• Extracted records:
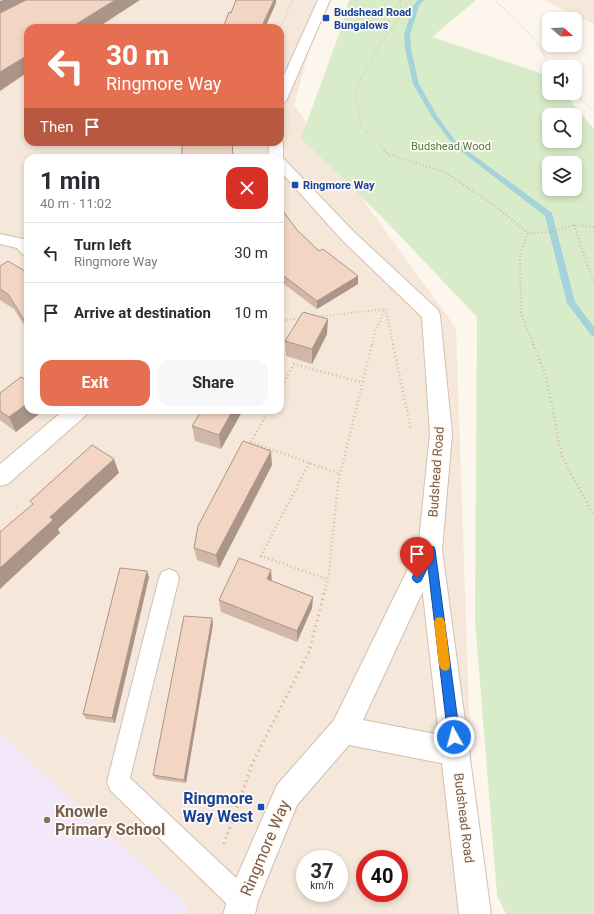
<!DOCTYPE html>
<html lang="en">
<head>
<meta charset="utf-8">
<style>
  :root { --surface:#fff; --page:#f7f7f7; --text:#2b2b33; --muted:#7c7c81; --line:#e1e1e2; --accent:#e76f51 }
  body { margin:0; font-family:Roboto,sans-serif; background:var(--page); color:var(--text); height:100vh; display:flex; flex-direction:column; font-size:15px; white-space:nowrap }
  * { box-sizing:border-box; margin:0 }
  p { font-size:13px; color:var(--muted) }
  .icon { flex:none; width:22px; height:22px; fill:none; stroke:currentColor; stroke-width:2; stroke-linecap:round; stroke-linejoin:round }
  .map { position:relative; flex:1; overflow:hidden }
  .drawer { position:absolute; left:24px; top:154px; width:260px; height:260px; display:flex; flex-direction:column; background:var(--surface); border-radius:12px; box-shadow:0 2px 6px #0003 }
  .drawer>* { flex:none }
  .banner { position:absolute; left:24px; top:24px; width:260px; height:122px; border-radius:12px; box-shadow:0 2px 6px #0003; background:#e76f51; color:#fff; overflow:hidden }
  .needle { width:26px; rotate:109deg }
  .buttons { position:absolute; left:542px; top:12px; display:grid; gap:8px }
  .buttons a { display:grid; place-items:center; width:40px; height:40px; border-radius:8px; background:var(--surface); box-shadow:0 2px 6px #0003; font-size:20px }
  .speed { position:absolute; left:296px; top:850px; display:flex; gap:8px; font-size:20px; font-weight:700; text-align:center }
  .speed>* { display:grid; place-content:center; width:52px; height:52px; border-radius:50%; background:var(--surface); box-shadow:0 2px 6px #0003; line-height:1 }
  .speed small { font-size:10px; font-weight:400 }
  .speed .limit { border:6px solid #d22; background:#fff; color:#111 }
  .pin { position:absolute; display:grid; place-items:center; width:34px; height:34px; color:#fff; margin:-41px -17px; border-radius:50% 50% 50% 0; rotate:-45deg; box-shadow:0 0 4px #0007 }
  .pin .icon { rotate:45deg }
  .me { position:absolute; width:44px; margin:-22px; rotate:353deg; stroke-linejoin:round; filter:drop-shadow(0 0 3px #0008) }
  .turn { display:flex; align-items:center; gap:14px; height:84px; padding:0 16px; font-size:18px }
  .turn .icon { width:52px; height:52px; stroke-width:2.5 }
  .turn b { display:block; font-size:28px; line-height:34px }
  .then { display:flex; align-items:center; height:38px; padding:0 16px; background:#0003; gap:8px; font-size:15px }
  .round { display:grid; place-items:center; flex:none; width:42px; height:42px; border-radius:12px; background:var(--page) }
  .overview { display:flex; align-items:center; justify-content:space-between; height:68px; padding:0 16px }
  h1 { font-size:24px; font-weight:700; line-height:30px }
  .primary-button { display:flex; gap:8px; margin-top:auto; padding:8px 16px }
  .primary-button a { flex:1; height:46px; border-radius:12px; background:var(--accent); color:#fff; font-size:16px; font-weight:700; line-height:46px; text-align:center }
  .primary-button a+a { background:var(--page); color:var(--text) }
  ul { padding:0; list-style:none }
  li { display:flex; align-items:center; gap:12px; height:60px; padding:0 16px; border-top:1px solid var(--line) }
  li div { flex:1 }
  li b { display:block; font-size:15px }
  li em { font-style:normal }
  .map>svg:first-child { display:block }
</style>
</head>
<body>
<div class="map">
<svg width="594" height="914" viewBox="0 0 594 914">
  <rect width="100%" height="100%" fill="#fdf6ec"/>
  <g fill="#f5e8da" fill-rule="evenodd">
    <path d="M0 0H323L294 105 456 328 476 914H0ZM28 28H280V142H28ZM28 158H280V410H28ZM305 859H339V893H305ZM365 859H399V893H365Z"/>
    <path d="M543 0H594V24Z"/>
  </g>
  <path fill="#f3e8fa" d="M0 734 187 905 185 914H0Z"/>
  <path fill="#d8ecc9" fill-rule="evenodd" d="M349 0H476L432 37 549 76V93H564L594 129V914H506L497 895 475 620 477 317 383 218 301 138 341 29ZM549 115H575V141H549ZM549 163H575V189H549Z"/>
  <g fill="none" stroke-linecap="round" stroke-linejoin="round">
    <path fill="#a5d3da" fill-rule="evenodd" d="M418 0H424L419 6 410 35 411 49 419 84 438 117 457 143 552 213 575 302 594 327V336L591 335 567 303 545 216 453 145 432 117 413 84 405 49 404 35 413 6Z"/>
    <g stroke="#d1beb0" stroke-width="2">
      <path id="lane" d="M169 569 176 572 179 578 130 778 251 892 254 901 251 910 242 913 233 910 110 790 107 782 159 578 162 572Z"/>
    </g>
    <g stroke="#d1beb0" stroke-width="2">
      <g id="street">
        <path d="M0 234 28 240V256L22 254 17 248 0 244Z"/>
        <path d="M64 410H88L85 416 8 484 0 486V464Z"/>
        <path d="M430 539 439 542 442 550 363 720 456 738 466 742 470 752 466 762 456 766 349 745 297 805 258 901 255 914H223L231 890 277 785 334 720 421 542Z"/>
      </g>
    </g>
    <g stroke="#d6c0b0" stroke-width="2">
      <g id="secondary">
        <path d="M318 0H330L287 99 285 102 280 103V84Z"/>
        <path d="M280 139 283 142V158L354 232 438 310 440 315 452 434 442 550 491 914H459L418 550 430 434 422 317 342 240 280 171V158H268L269 142H280Z"/>
      </g>
    </g>
    <g stroke="#d9b8a5" stroke-width="1.5" stroke-dasharray="0.5 2" stroke-linecap="butt">
      <path d="M400 0 402 14"/>
      <path d="M495 0 535 40 551 67"/>
      <path d="M280 28 293 0"/>
      <path d="M575 93 594 112"/>
      <path d="M385 151 361 126 355 93 366 69 383 40 402 14 409 0"/>
    </g>
    <g stroke="#d9b8a5" stroke-width="2" stroke-dasharray="1 2.5" stroke-linecap="butt">
      <path d="M384 150 388 154 445 172 494 205 528 233 550 232 574 225 594 227"/>
      <path d="M574 225 594 284"/>
      <path d="M528 233 520 254 521 314 534 345"/>
      <path d="M386 309 393 345"/>
      <path d="M316 317 385 309"/>
      <path d="M280 321 301 318"/>
      <path d="M372 345 375 332 385 309"/>
    </g>
    <g stroke="#d9b8a5" stroke-width="2.5" stroke-dasharray="1 3" stroke-linecap="butt">
      <path d="M393 344 411 430"/>
      <path d="M533 344 546 376 562 457 594 516"/>
      <path d="M280 389 294 364 363 383"/>
      <path d="M269 410 251 442 340 474"/>
      <path d="M309 463 261 556 327 579"/>
      <path d="M324 594 329 573 338 483 372 344"/>
    </g>
    <path stroke="#d9b8a5" stroke-width="3" stroke-dasharray="1.5 4" stroke-linecap="butt" d="M224 844 253 762 309 652 324 593"/>
    <use href="#lane" fill="#fff" fill-rule="evenodd"/>
    <use href="#street" fill="#fff" fill-rule="evenodd"/>
    <use href="#secondary" fill="#fff" fill-rule="evenodd"/>
  </g>
  <g fill="#d1b7a8">
    <path d="M280 207 297 230 319 251 358 276V284L317 309 280 281Z"/>
    <path d="M0 266 28 273V331L14 309 0 300Z"/>
    <path d="M327 334 312 364 286 356 285 341Z"/>
    <path d="M0 393 28 410H44L16 432 0 420Z"/>
    <path d="M243 410 221 449 195 441 192 426Z"/>
    <path d="M272 465 219 568 197 560 194 548Z"/>
    <path d="M149 577 115 723 86 719 83 714Z"/>
    <path d="M272 581 313 597 312 608 297 642 221 612 219 600Z"/>
    <path d="M213 624 186 783 156 779 153 775Z"/>
  </g>
  <g fill="#aa9588">
    <path d="M3 0H33L0 18V1Z"/>
    <path d="M115 0H140L97 28H70Z"/>
    <path d="M274 0H276V3L265 28H261Z"/>
    <path d="M28 55V72L0 91V72Z"/>
    <path d="M358 276V284L317 309V301Z"/>
    <path d="M328 319 327 334 312 364V349Z"/>
    <path d="M28 403V410H44L16 432 9 417Z"/>
    <path d="M233 410H243L221 449 219 435Z"/>
    <path d="M271 451 272 465 219 568 216 555Z"/>
    <path d="M114 459 119 473 58 529 60 533 0 589V568L50 517Z"/>
    <path d="M271 570 272 582 267 579Z"/>
    <path d="M147 571 149 577 115 723 112 718Z"/>
    <path d="M313 597 312 608 297 642V631Z"/>
    <path d="M212 618 213 624 186 783 184 780Z"/>
  </g>
  <g fill="#f3d5c3" stroke="#aa9588">
    <path d="M26 0H115L70 28H28V55L0 72V13Z"/>
    <path d="M236 0H274L261 28H223L229 12 231 13Z"/>
    <path d="M182 142H232L233 155 235 158H182Z"/>
    <path d="M280 207 297 230 319 251 323 249 358 276 317 301 280 273Z"/>
    <path d="M8 261 28 273V326L8 294 0 289V266Z"/>
    <path d="M303 312 328 319 312 349 285 341Z"/>
    <path d="M21 377 28 381V403L9 417 0 411V393Z"/>
    <path d="M202 410H233L219 435 192 426Z"/>
    <path d="M243 441 271 451 216 555 194 548 198 526Z"/>
    <path d="M92 445 114 459 50 517 53 520 0 568V532L33 504 30 501Z"/>
    <path d="M239 558 271 570 267 579 313 597 297 631 219 600Z"/>
    <path d="M120 568 147 571 112 718 83 714Z"/>
    <path d="M184 616 212 618 184 780 153 775Z"/>
  </g>
  <path fill="#1a73e8" stroke="#114b97" d="M430 546 434 547 435 550 460 737 458 741 454 743 450 741 448 737 428 567 421 581 417 583 414 581 412 578 427 547Z"/>
  <path fill="#f59e0b" d="M440 617 443 618 445 622 450 665 449 669 445 671 441 669 439 665 434 622 436 618Z"/>
  <g fill="#1a4fb4" stroke="#fffaf3" stroke-width="1.5">
    <rect x="322" y="14" width="8" height="8" rx="2"/>
    <rect x="291" y="181" width="8" height="8" rx="2"/>
    <rect x="257" y="803" width="8" height="8" rx="2"/>
  </g>
  <circle fill="#8d6e63" stroke="#fffaf3" stroke-width="1.5" cx="47" cy="820" r="4"/>
  <g text-anchor="middle" dominant-baseline="central" stroke-width="3.5" stroke-linejoin="round" paint-order="stroke">
    <g font-size="11" font-weight="bold" fill="#164399" stroke="#fffaf3" text-anchor="start">
      <text x="334" y="12">Budshead Road<tspan x="334" dy="13">Bungalows</tspan></text>
      <text x="303" y="185">Ringmore Way</text>
    </g>
    <g font-size="11" fill="#537a41" stroke="#fffaf3">
      <text x="451" y="146">Budshead Wood</text>
    </g>
    <g font-size="13" fill="#7a5c4d" stroke="#fffaf3">
      <text transform="translate(436 472) rotate(-86)">Budshead Road</text>
      <text transform="translate(464 818) rotate(83)">Budshead Road</text>
    </g>
    <g font-size="16" font-weight="bold" fill="#164399" stroke="#fffaf3" text-anchor="end">
      <text x="253" y="798">Ringmore<tspan x="253" dy="18">Way West</tspan></text>
    </g>
    <g font-size="16" font-weight="bold" fill="#785e54" stroke="#fffaf3" text-anchor="start">
      <text x="55" y="811">Knowle<tspan x="55" dy="18">Primary School</tspan></text>
    </g>
    <g font-size="16" fill="#7a5c4d" stroke="#fffaf3">
      <text transform="translate(265 848) rotate(-67)">Ringmore Way</text>
    </g>
  </g>
</svg>
<div class="buttons">
<a><svg class="needle" viewBox="-14 -14 28 28"><path d="M0-13l5 13h-10z" fill="#e53935"/><path d="M0 13l5-13h-10z" fill="#7c7c81"/></svg></a>
<a><svg class="icon" aria-label="sound" viewBox="0 0 24 24"><path d="M4 9h4l5-4v14l-5-4H4zM17 9q2 3 0 6"/></svg></a>
<a><svg class="icon" aria-label="search" viewBox="0 0 24 24"><circle cx="10" cy="10" r="6"/><path d="M15 15l6 6"/></svg></a>
<a><svg class="icon" aria-label="layers" viewBox="0 0 24 24"><path d="M12 4l9 5-9 5-9-5zM3 14l9 5 9-5"/></svg></a>
</div>
<div class="speed"><div>37<small>km/h</small></div><div class="limit">40</div></div>
<div class="pin" style="left:417px;top:578px;background:#d93025"><svg class="icon" aria-label="arrive" viewBox="0 0 24 24"><path d="M6 21V4h12l-3 4 3 4H6"/></svg></div>
<svg class="me" style="left:454px;top:737px" viewBox="-20 -20 40 40"><circle r="17" fill="#1a73e8" stroke="#fff" stroke-width="3"/><path d="M0-11L8 9 0 5-8 9z" fill="#fff"/></svg>
<div class="banner">
<div class="turn"><svg class="icon" aria-label="left" viewBox="0 0 24 24"><path d="M17 20v-9H6M10 6l-5 5 5 5"/></svg><div><b>30 m</b>Ringmore Way</div></div>
<div class="then">Then<svg class="icon" aria-label="arrive" viewBox="0 0 24 24"><path d="M6 21V4h12l-3 4 3 4H6"/></svg></div>
</div>
<section class="drawer">
<div class="overview"><div><h1>1 min</h1><p>40 m · 11:02</p></div><a class="round" style="background:#d93025;color:#fff"><svg class="icon" aria-label="close" viewBox="0 0 24 24"><path d="M6 6l12 12M18 6L6 18"/></svg></a></div>
<ul>
<li><svg class="icon" aria-label="left" viewBox="0 0 24 24"><path d="M17 20v-9H6M10 6l-5 5 5 5"/></svg><div><b>Turn left</b><p>Ringmore Way</p></div><em>30 m</em></li>
<li><svg class="icon" aria-label="arrive" viewBox="0 0 24 24"><path d="M6 21V4h12l-3 4 3 4H6"/></svg><div><b>Arrive at destination</b></div><em>10 m</em></li>
</ul>
<div class="primary-button"><a>Exit</a><a>Share</a></div>
</section>
</div>
</body>
</html>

• What is expected: Please return only the lines above, starting at the line that has "0H476L432 37 549" and ending at the line that has "0H330L287 99 285", keeping both and leaving each one unchanged.

• The completed task:
  <path fill="#d8ecc9" fill-rule="evenodd" d="M349 0H476L432 37 549 76V93H564L594 129V914H506L497 895 475 620 477 317 383 218 301 138 341 29ZM549 115H575V141H549ZM549 163H575V189H549Z"/>
  <g fill="none" stroke-linecap="round" stroke-linejoin="round">
    <path fill="#a5d3da" fill-rule="evenodd" d="M418 0H424L419 6 410 35 411 49 419 84 438 117 457 143 552 213 575 302 594 327V336L591 335 567 303 545 216 453 145 432 117 413 84 405 49 404 35 413 6Z"/>
    <g stroke="#d1beb0" stroke-width="2">
      <path id="lane" d="M169 569 176 572 179 578 130 778 251 892 254 901 251 910 242 913 233 910 110 790 107 782 159 578 162 572Z"/>
    </g>
    <g stroke="#d1beb0" stroke-width="2">
      <g id="street">
        <path d="M0 234 28 240V256L22 254 17 248 0 244Z"/>
        <path d="M64 410H88L85 416 8 484 0 486V464Z"/>
        <path d="M430 539 439 542 442 550 363 720 456 738 466 742 470 752 466 762 456 766 349 745 297 805 258 901 255 914H223L231 890 277 785 334 720 421 542Z"/>
      </g>
    </g>
    <g stroke="#d6c0b0" stroke-width="2">
      <g id="secondary">
        <path d="M318 0H330L287 99 285 102 280 103V84Z"/>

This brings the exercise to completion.